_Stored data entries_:
╭──

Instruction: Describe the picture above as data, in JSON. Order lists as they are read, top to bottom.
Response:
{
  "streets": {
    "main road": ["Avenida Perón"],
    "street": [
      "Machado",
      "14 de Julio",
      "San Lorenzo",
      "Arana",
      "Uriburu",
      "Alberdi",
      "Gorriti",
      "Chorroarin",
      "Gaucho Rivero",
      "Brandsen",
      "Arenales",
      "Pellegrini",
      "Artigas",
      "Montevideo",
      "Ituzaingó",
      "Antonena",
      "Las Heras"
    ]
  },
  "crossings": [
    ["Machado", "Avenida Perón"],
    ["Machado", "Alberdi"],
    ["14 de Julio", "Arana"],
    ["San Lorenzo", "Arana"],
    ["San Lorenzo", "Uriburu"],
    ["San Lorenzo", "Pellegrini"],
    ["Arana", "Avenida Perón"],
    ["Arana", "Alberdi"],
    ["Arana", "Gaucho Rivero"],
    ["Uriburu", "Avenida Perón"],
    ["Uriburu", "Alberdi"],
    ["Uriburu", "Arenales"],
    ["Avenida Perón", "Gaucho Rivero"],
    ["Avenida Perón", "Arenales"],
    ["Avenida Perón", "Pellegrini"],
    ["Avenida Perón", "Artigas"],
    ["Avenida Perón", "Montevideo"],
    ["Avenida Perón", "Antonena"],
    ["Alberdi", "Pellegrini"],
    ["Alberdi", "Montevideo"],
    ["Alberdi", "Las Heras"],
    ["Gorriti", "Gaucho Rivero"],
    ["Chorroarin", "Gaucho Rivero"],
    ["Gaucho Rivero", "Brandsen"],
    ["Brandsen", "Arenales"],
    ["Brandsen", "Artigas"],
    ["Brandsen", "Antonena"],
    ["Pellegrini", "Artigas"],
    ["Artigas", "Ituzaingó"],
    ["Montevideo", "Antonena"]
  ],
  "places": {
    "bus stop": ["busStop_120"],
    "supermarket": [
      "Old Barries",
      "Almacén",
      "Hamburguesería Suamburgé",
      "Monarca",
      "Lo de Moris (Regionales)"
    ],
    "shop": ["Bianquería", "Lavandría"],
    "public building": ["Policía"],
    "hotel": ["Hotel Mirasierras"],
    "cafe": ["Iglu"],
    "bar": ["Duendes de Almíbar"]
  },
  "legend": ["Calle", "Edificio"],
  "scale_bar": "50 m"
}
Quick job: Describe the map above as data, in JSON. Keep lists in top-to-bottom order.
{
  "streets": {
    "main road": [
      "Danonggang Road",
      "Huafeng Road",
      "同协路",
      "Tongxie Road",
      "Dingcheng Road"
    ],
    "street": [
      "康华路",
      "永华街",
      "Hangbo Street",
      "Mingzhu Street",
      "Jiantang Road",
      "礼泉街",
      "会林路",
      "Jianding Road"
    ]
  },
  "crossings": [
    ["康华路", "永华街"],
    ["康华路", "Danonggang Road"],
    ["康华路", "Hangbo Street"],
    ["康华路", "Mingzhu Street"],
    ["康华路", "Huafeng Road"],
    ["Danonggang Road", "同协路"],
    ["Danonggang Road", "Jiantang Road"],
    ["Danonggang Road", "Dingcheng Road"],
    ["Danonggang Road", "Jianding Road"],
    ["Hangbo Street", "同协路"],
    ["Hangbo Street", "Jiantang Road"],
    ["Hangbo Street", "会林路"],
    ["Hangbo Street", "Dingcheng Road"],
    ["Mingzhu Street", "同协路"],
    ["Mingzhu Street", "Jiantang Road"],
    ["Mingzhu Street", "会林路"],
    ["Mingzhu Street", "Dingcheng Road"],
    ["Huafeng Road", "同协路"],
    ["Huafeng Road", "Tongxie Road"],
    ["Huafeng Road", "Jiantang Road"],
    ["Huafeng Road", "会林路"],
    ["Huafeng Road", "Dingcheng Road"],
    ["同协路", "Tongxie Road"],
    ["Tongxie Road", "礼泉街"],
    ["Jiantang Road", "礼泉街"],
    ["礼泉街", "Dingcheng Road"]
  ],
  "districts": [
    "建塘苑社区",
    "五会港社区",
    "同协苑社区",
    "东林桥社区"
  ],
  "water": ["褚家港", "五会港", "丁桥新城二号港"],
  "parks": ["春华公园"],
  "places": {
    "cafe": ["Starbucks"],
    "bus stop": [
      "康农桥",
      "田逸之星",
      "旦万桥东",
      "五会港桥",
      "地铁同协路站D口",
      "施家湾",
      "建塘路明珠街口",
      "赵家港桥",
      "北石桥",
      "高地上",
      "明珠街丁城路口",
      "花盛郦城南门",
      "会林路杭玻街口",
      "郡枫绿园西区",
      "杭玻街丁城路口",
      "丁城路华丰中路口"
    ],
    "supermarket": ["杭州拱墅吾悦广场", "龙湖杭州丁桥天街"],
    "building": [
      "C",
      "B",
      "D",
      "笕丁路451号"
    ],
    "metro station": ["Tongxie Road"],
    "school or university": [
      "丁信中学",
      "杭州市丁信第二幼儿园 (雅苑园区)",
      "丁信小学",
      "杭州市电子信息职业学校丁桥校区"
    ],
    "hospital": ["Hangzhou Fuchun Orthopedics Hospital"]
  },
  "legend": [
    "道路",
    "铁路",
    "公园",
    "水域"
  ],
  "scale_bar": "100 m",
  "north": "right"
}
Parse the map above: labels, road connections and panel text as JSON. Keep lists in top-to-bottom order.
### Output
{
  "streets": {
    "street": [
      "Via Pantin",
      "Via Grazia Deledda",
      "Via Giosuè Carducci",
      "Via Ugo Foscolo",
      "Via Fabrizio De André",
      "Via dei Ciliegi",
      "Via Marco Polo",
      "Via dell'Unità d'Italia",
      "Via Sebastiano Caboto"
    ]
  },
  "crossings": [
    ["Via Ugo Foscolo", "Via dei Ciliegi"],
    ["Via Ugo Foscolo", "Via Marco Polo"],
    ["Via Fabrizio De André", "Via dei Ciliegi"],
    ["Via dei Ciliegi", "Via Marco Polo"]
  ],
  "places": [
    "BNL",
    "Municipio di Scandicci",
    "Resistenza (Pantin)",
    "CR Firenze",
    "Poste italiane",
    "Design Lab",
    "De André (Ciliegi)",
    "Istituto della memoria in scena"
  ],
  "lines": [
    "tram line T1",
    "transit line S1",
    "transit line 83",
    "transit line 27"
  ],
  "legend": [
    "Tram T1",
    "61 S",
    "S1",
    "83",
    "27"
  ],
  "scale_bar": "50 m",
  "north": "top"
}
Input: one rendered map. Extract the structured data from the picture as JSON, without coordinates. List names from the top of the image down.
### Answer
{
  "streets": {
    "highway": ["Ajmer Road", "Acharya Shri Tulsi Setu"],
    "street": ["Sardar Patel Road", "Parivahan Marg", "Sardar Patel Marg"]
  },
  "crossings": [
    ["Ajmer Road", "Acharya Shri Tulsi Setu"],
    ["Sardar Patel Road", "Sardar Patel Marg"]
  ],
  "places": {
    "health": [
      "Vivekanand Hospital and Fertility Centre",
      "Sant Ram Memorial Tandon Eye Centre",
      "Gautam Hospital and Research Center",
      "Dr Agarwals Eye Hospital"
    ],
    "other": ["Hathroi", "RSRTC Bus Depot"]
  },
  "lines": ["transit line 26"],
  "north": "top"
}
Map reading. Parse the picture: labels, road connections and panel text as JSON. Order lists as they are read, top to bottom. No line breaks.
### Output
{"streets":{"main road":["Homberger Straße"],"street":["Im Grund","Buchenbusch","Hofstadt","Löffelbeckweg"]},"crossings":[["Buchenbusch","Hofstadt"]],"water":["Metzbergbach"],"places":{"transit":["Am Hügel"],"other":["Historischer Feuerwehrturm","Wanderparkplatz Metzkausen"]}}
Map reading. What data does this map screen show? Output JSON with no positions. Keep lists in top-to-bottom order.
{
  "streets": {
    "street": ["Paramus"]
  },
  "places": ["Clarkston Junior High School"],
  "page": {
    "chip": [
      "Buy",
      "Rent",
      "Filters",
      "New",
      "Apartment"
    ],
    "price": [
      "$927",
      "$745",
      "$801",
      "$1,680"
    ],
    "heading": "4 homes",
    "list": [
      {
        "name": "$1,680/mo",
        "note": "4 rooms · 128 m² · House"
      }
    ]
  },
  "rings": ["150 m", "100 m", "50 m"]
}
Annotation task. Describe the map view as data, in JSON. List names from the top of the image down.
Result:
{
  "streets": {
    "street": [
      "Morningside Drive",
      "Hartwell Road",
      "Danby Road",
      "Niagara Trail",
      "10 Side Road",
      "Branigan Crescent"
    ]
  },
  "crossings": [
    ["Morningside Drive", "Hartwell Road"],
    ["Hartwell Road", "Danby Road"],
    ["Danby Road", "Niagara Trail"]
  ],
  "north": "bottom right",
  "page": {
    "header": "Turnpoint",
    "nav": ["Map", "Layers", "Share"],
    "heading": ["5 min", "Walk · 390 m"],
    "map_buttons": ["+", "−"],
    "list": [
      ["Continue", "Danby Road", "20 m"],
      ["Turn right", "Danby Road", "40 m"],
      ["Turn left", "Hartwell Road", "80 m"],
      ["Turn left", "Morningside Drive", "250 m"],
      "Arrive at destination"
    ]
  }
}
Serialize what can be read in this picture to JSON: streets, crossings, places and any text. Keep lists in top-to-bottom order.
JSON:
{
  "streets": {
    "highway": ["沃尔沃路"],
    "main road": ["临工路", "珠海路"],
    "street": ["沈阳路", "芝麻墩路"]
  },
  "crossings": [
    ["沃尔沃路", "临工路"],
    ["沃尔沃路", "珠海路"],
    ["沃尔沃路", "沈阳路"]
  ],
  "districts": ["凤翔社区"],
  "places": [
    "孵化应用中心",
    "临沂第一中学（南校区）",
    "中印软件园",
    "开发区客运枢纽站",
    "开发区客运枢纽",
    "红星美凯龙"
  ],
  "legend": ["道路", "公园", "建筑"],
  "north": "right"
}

╰──

_Problem requirements_: Only the line containing "Annotation task. Describe" and the lines after it, through the end of the data, should be copied, exactly as they are.

_Output below_:
Annotation task. Describe the map view as data, in JSON. List names from the top of the image down.
Result:
{
  "streets": {
    "street": [
      "Morningside Drive",
      "Hartwell Road",
      "Danby Road",
      "Niagara Trail",
      "10 Side Road",
      "Branigan Crescent"
    ]
  },
  "crossings": [
    ["Morningside Drive", "Hartwell Road"],
    ["Hartwell Road", "Danby Road"],
    ["Danby Road", "Niagara Trail"]
  ],
  "north": "bottom right",
  "page": {
    "header": "Turnpoint",
    "nav": ["Map", "Layers", "Share"],
    "heading": ["5 min", "Walk · 390 m"],
    "map_buttons": ["+", "−"],
    "list": [
      ["Continue", "Danby Road", "20 m"],
      ["Turn right", "Danby Road", "40 m"],
      ["Turn left", "Hartwell Road", "80 m"],
      ["Turn left", "Morningside Drive", "250 m"],
      "Arrive at destination"
    ]
  }
}
Serialize what can be read in this picture to JSON: streets, crossings, places and any text. Keep lists in top-to-bottom order.
JSON:
{
  "streets": {
    "highway": ["沃尔沃路"],
    "main road": ["临工路", "珠海路"],
    "street": ["沈阳路", "芝麻墩路"]
  },
  "crossings": [
    ["沃尔沃路", "临工路"],
    ["沃尔沃路", "珠海路"],
    ["沃尔沃路", "沈阳路"]
  ],
  "districts": ["凤翔社区"],
  "places": [
    "孵化应用中心",
    "临沂第一中学（南校区）",
    "中印软件园",
    "开发区客运枢纽站",
    "开发区客运枢纽",
    "红星美凯龙"
  ],
  "legend": ["道路", "公园", "建筑"],
  "north": "right"
}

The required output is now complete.